Regarding Claim 3, Karrman et al in view of Liang et al teach the method of claim 1 (as described above), further comprising: receiving third input data samples from the second modality imaging system (Karrman et al, there may be additional N images to each model and it is understood that training a model requires multiple input image data pairs, thereby additional (third) input data is used for training the second ML model 108; ¶ [0041], [0044]); and processing the third input data samples in the second modality imaging system to generate third output (Karrman et al, the second image frame 104 (understood to be a different image frame than the first image ¶ [0041], [0044]) is processed by sensor pose difference ML model 108 to generate sensor pose difference 118; Fig 1 and ¶ [0031]) based on a model for the second modality imaging system that is trained based on the first output of the first modality imaging system (Karrman et al, the ML model 108 is trained with loss 126, generated by comparing second image frame 104 to estimated second image frame 124, in which the estimated second image frame 124 is based on comparison between the first image frame 102 and the second image frame 104; Fig 1 and ¶ [0033]-[0037]).

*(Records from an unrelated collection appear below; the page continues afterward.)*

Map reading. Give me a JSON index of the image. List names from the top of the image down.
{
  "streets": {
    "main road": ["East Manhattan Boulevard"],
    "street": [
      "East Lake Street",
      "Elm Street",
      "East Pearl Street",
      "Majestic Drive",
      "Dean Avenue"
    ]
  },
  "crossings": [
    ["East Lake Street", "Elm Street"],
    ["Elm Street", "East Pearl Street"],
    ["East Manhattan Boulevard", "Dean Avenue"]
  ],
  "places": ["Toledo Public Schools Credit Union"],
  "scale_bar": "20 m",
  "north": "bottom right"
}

Regarding Claim 7, Karrman et al in view of Liang et al teach the method of claim 1 (as described above), wherein: processing the first input data samples in the first modality imaging system comprises determining first intermediate 3D point cloud features based on the first input data samples (Liang et al, LiDAR points are determined based on the LiDAR sensor data, and intermediate layers are used to determine intermediate features based on the previous layer input; Fig 9 and ¶ [0140]),
the method further comprising: training the second modality imaging system based on the first intermediate 3D point cloud features and the second intermediate 3D point cloud features (Liang et al, the CNNs can be trained based on the relationship data identified between the LiDAR and camera sensor data for interpolation and to scale the data; ¶ [0140]), including performing a comparison between the first intermediate 3D point cloud features and the second intermediate 3D point cloud features (Liang et al, the continuous fusion layer is configured to bridge multiple intermediate layers for the sensor data including the 3D object detection data from the LiDAR; ¶ [0140]).

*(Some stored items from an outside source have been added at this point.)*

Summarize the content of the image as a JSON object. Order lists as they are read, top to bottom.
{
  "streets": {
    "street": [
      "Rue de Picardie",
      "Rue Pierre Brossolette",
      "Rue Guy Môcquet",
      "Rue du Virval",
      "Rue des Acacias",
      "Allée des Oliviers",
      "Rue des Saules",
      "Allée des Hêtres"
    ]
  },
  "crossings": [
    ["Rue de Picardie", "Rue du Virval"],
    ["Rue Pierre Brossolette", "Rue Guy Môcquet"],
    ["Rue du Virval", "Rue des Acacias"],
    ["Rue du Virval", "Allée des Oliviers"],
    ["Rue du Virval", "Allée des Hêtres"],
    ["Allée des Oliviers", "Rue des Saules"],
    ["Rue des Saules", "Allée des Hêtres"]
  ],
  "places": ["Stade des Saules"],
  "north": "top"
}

Regarding Claim 9, Karrman et al teach a non-transitory computer-readable medium storing instructions that, when executed by a processor, cause the processor to perform operations (memory 404 with instructions 424, executed on processor 402 in system 400; Fig 4 and ¶ [0068]) comprising: steps identical to claim 1 (as described above).

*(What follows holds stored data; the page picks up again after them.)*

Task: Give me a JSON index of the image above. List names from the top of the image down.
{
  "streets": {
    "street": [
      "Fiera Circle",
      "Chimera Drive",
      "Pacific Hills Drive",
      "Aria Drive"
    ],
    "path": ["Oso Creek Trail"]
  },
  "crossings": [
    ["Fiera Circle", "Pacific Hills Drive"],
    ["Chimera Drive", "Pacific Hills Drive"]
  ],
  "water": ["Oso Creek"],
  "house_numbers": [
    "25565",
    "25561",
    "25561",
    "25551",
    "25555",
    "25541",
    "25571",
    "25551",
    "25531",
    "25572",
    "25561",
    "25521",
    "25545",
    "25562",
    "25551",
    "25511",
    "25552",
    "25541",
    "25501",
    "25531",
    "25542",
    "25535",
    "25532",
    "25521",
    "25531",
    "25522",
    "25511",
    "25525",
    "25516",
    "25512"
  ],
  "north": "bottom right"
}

Regarding Claim 11, Karrman et al in view of Liang et al teach the non-transitory computer-readable medium of claim 9, wherein the operations further include: steps identical to claim 3 (as discussed above).
Regarding Claim 15, Karrman et al in view of Liang et al teach the non-transitory computer-readable medium of claim 9 (as discussed above), wherein the operations further include: steps identical to claim 7 (as discussed above).
Regarding Claim 17, Karrman et al teach an image capture device (computer system 400, includes cellular telephone (recognized to include image sensors 421); Fig 4 and ¶ [0067]-[0068]), comprising: an image sensor (image sensor(s) 421; Fig 4 and ¶ [0068]); a memory storing processor-readable code (memory 404 with instructions 424, executed on processor 402; Fig 4 and ¶ [0068]); and at least one processor coupled to the memory and to the image sensor (processor 402 that is interlinked 408 with memory 404 with image sensor(s) 421; Fig 4 and ¶ [0068]), the at least one processor configured to execute the processor-readable code to cause the at least one processor to perform operations (memory 404 with instructions 424, executed on processor 402 in system 400; Fig 4 and ¶ [0068]) including: steps identical to claim 1 (as described above).
Regarding Claim 19, Karrman et al in view of Liang et al teach the image capture device of claim 17 (as discussed above), wherein the operations further include: steps identical to claim 3 (as discussed above).
Regarding Claim 23, Karrman et al in view of Liang et al teach the image capture device of claim 17 (as discussed above), wherein the operations further include: steps identical to claim 7 (as discussed above).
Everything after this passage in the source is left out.